Saturday, August 06, 2005

Why only missing white women matter

posted by Rob at 10:27 AM

Simple fact of television (and really most of media) - people like to watch people who look like them. That's why BET draws a black audience, Telemundo draws a Latino audience, and why only stories of young, missing white women make the mainstream evening news.

The LA Times offeres plenty of proof supporting that latter fact:

Photos of LaToyia Figueroa, 24, show the kind of smiling, attractive young woman whose disappearance has become a staple of television news coverage, particularly cable news, in recent years.
Except for one thing, a growing chorus of critics say: Figueroa, five months pregnant and the mother of a 7-year-old, comes from a lower-income black family, while the missing women regularly portrayed on television are overwhelmingly white. ...

The decapitated body of Evelyn Hernandez, 24, who was nine months pregnant, was discovered in the San Francisco Bay a few months before Peterson, but she did not touch off a firestorm of coverage. Nor did the disappearance of Ardena Carter, 23, a pregnant black graduate student who was last seen alive on her way to the library in Georgia in 2003. The remains of Carter and her unborn child turned up in the woods two months later.
The Times finds only one excuse for the lack of attention. An MSNBC spokesperson says it's because "there's an involved family that tends to be sophisticated in how to use the media."

Is being able to "use the media" as simple as crying into microphone pleading for your loved one's life, which is all I ever see when these cases are first reported? Or is there more to it than that? Is there behind the scenes manipulations we don't know about?

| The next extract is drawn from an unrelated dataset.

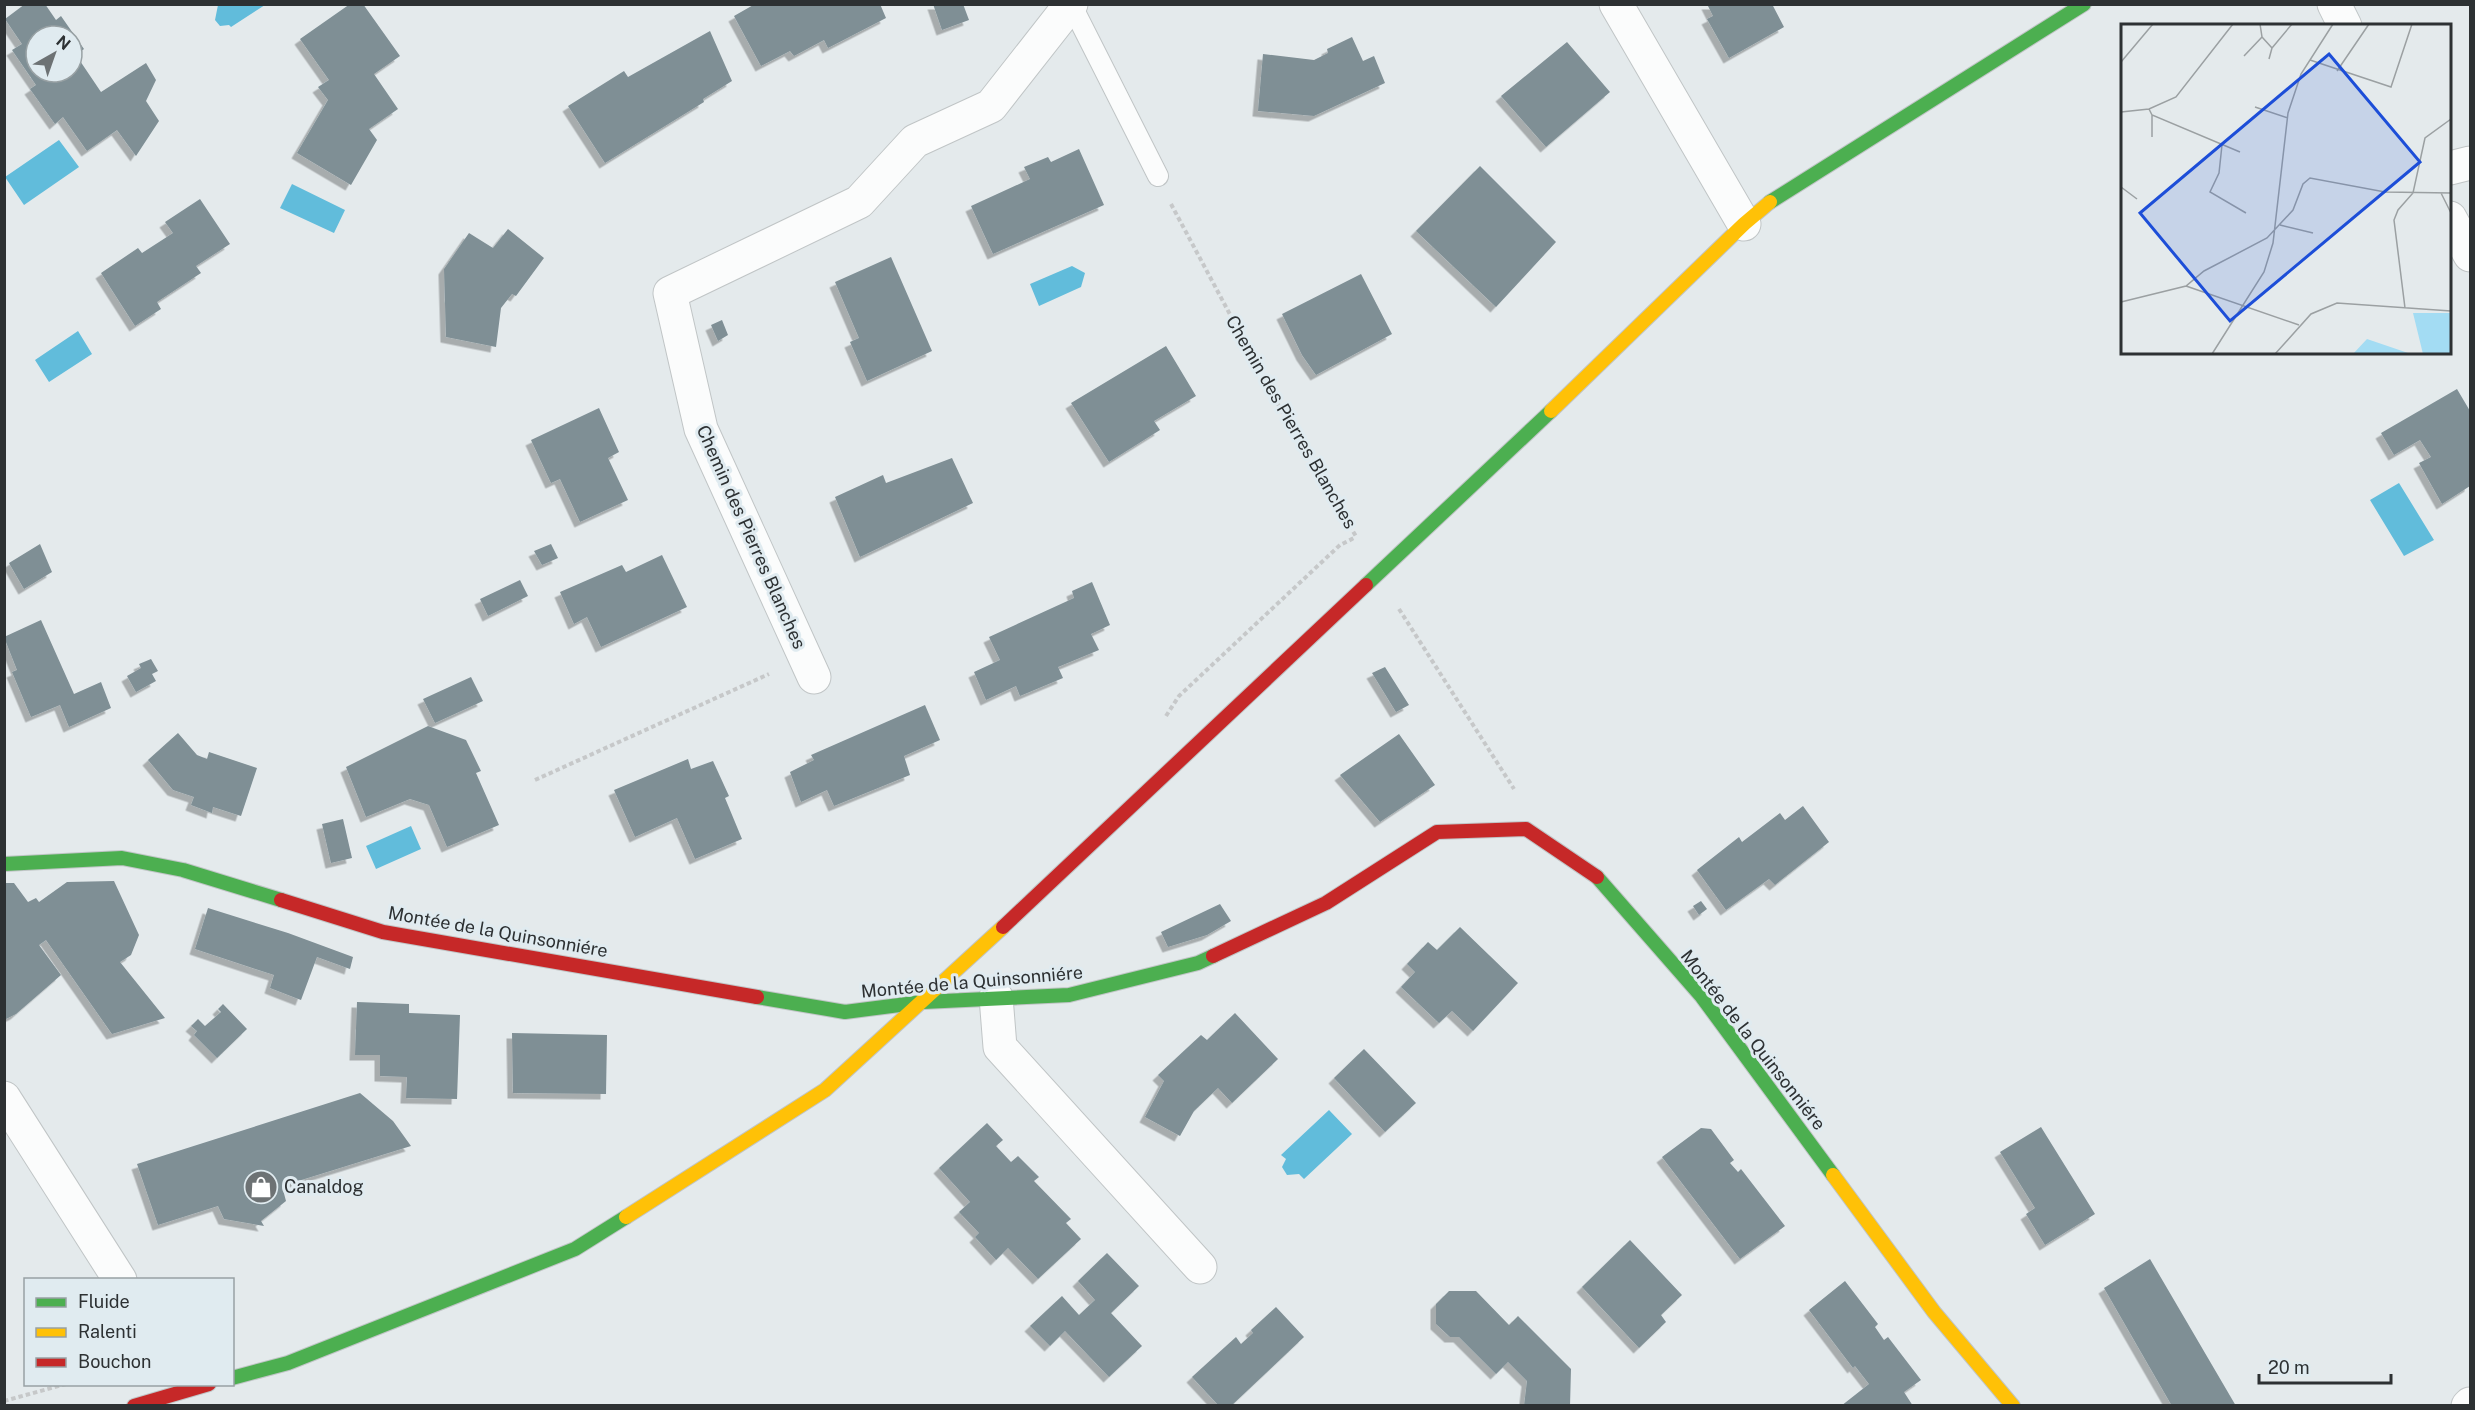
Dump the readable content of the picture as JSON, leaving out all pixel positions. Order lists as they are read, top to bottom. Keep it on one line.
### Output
{"streets":{"main road":["Montée de la Quinsonniére"],"street":["Chemin des Pierres Blanches"]},"crossings":[["Chemin des Pierres Blanches","Montée de la Quinsonniére"]],"places":{"shop":["Canaldog"]},"legend":["Fluide","Ralenti","Bouchon"],"scale_bar":"20 m","north":"top right"}
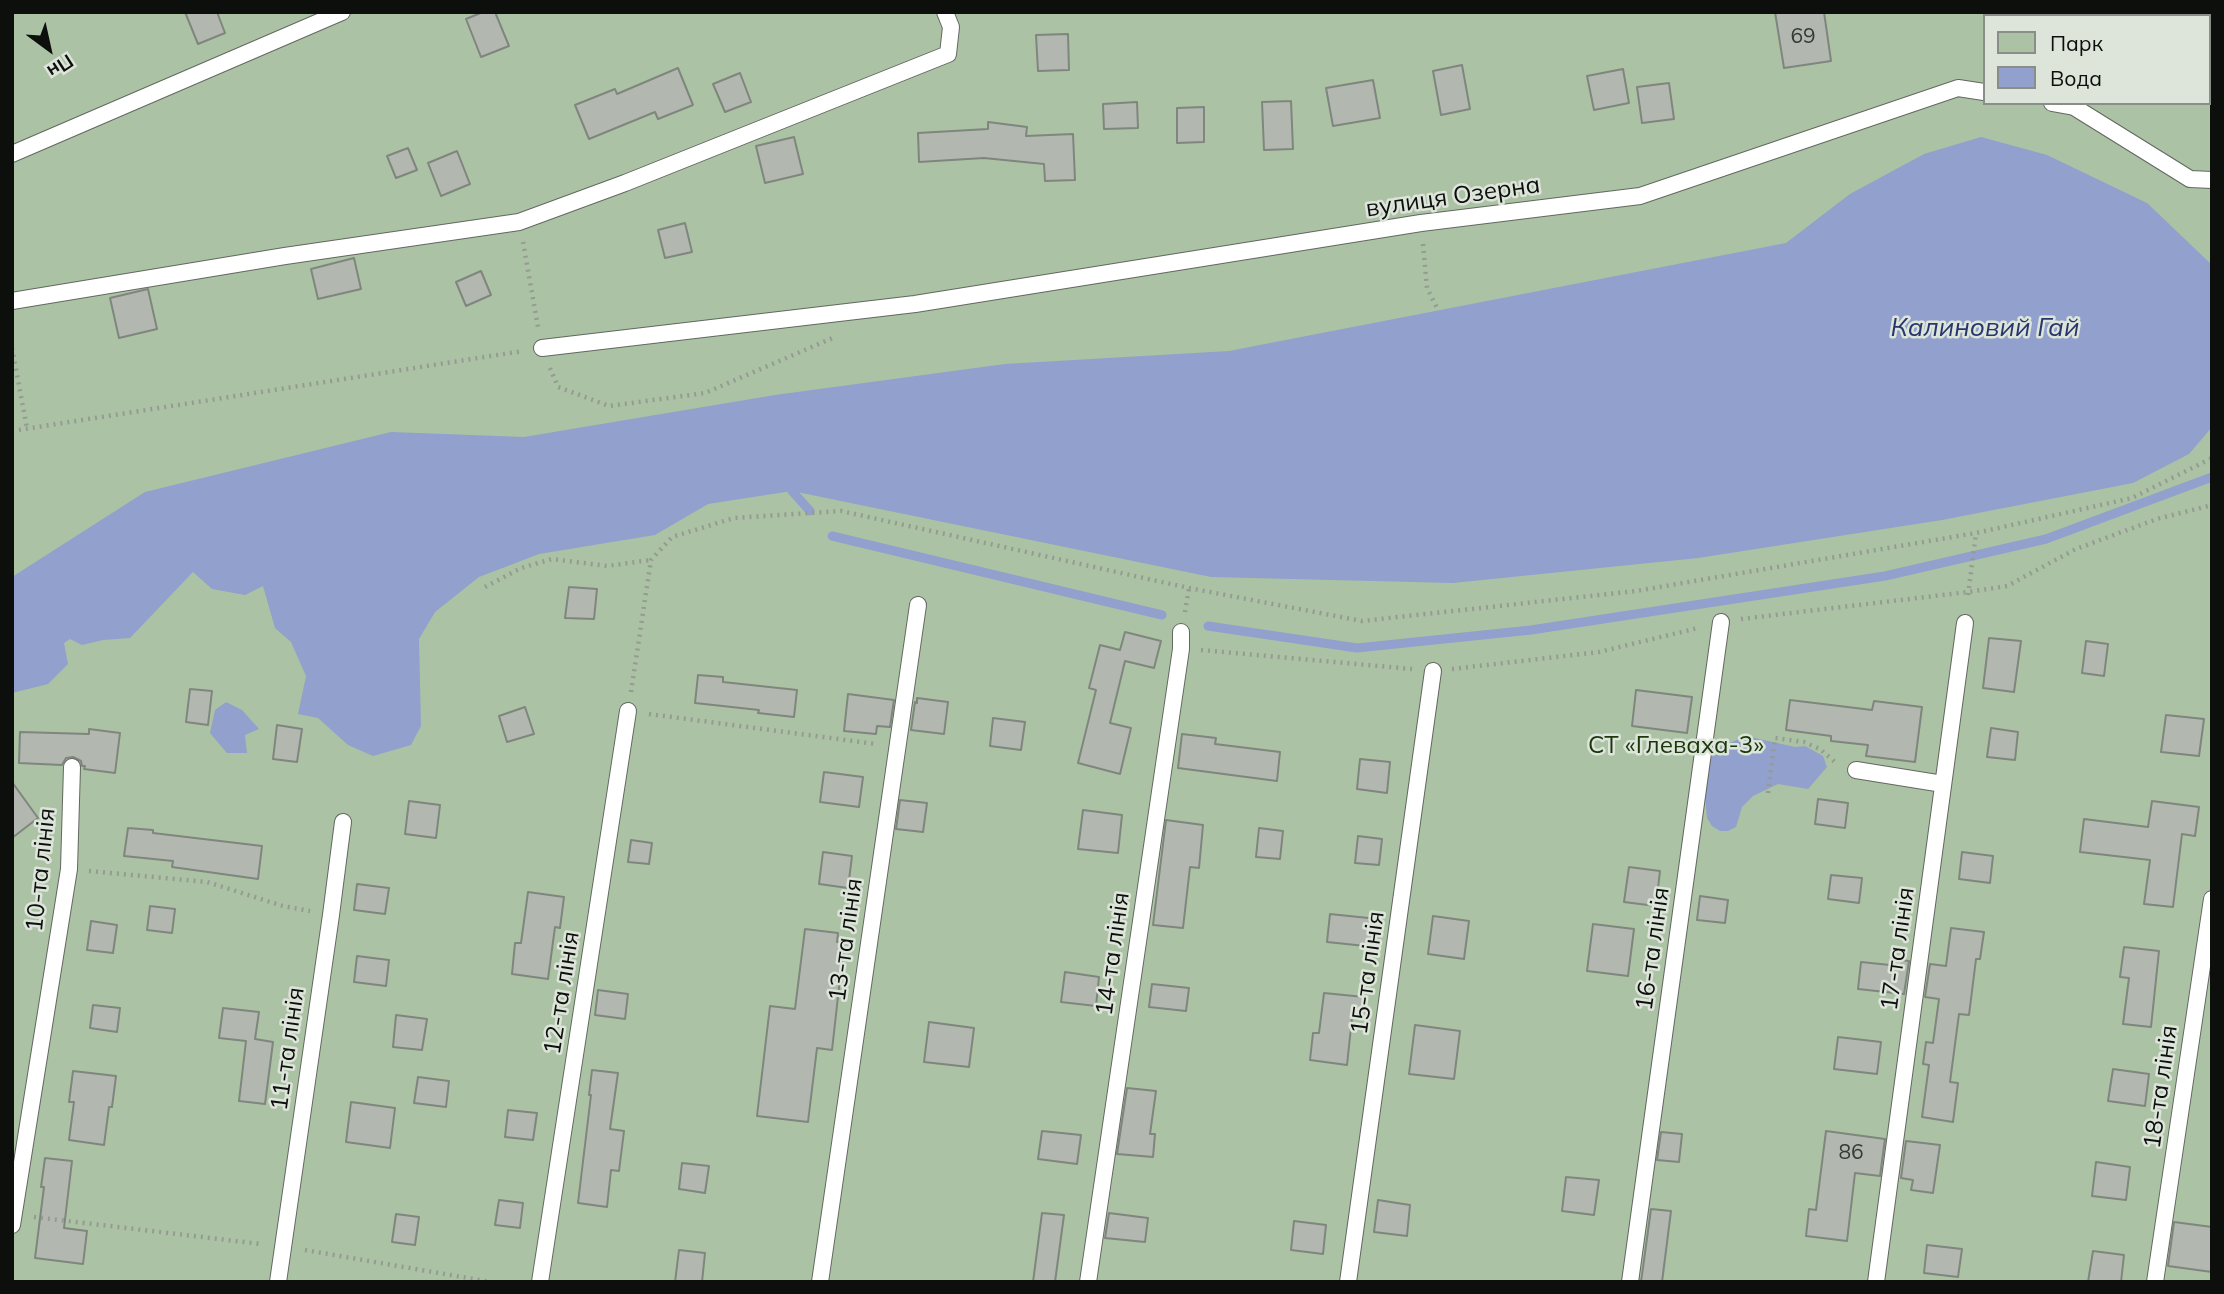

Or is MSNBC full of a Novak one-liner? Sure looks that way (emphasis mine):
One media-savvy relative says her efforts to draw attention to the disappearance of her niece, 24-year-old Tamika Huston, failed to win the attention of local media outlets whose stories might be picked up by national news. The African American woman didn't come home one day in June 2004 in South Carolina. Rebka Howard, her aunt, is a Miami public relations executive, but her media contacts and family news conferences failed to generate the kind of immediate attention they had hoped for.
Stories such as this remind me of all the snide smiles and rolling eyes come Republican National Convention time. That when Peter, Tom, Dan, Katie, Matt, Paula, Wolf, Lou, Diane, Larry, Barbara and their ilk point out the lack of black faces in the crowd. Thanks goodness someone has to do the weather or they'd have no color either.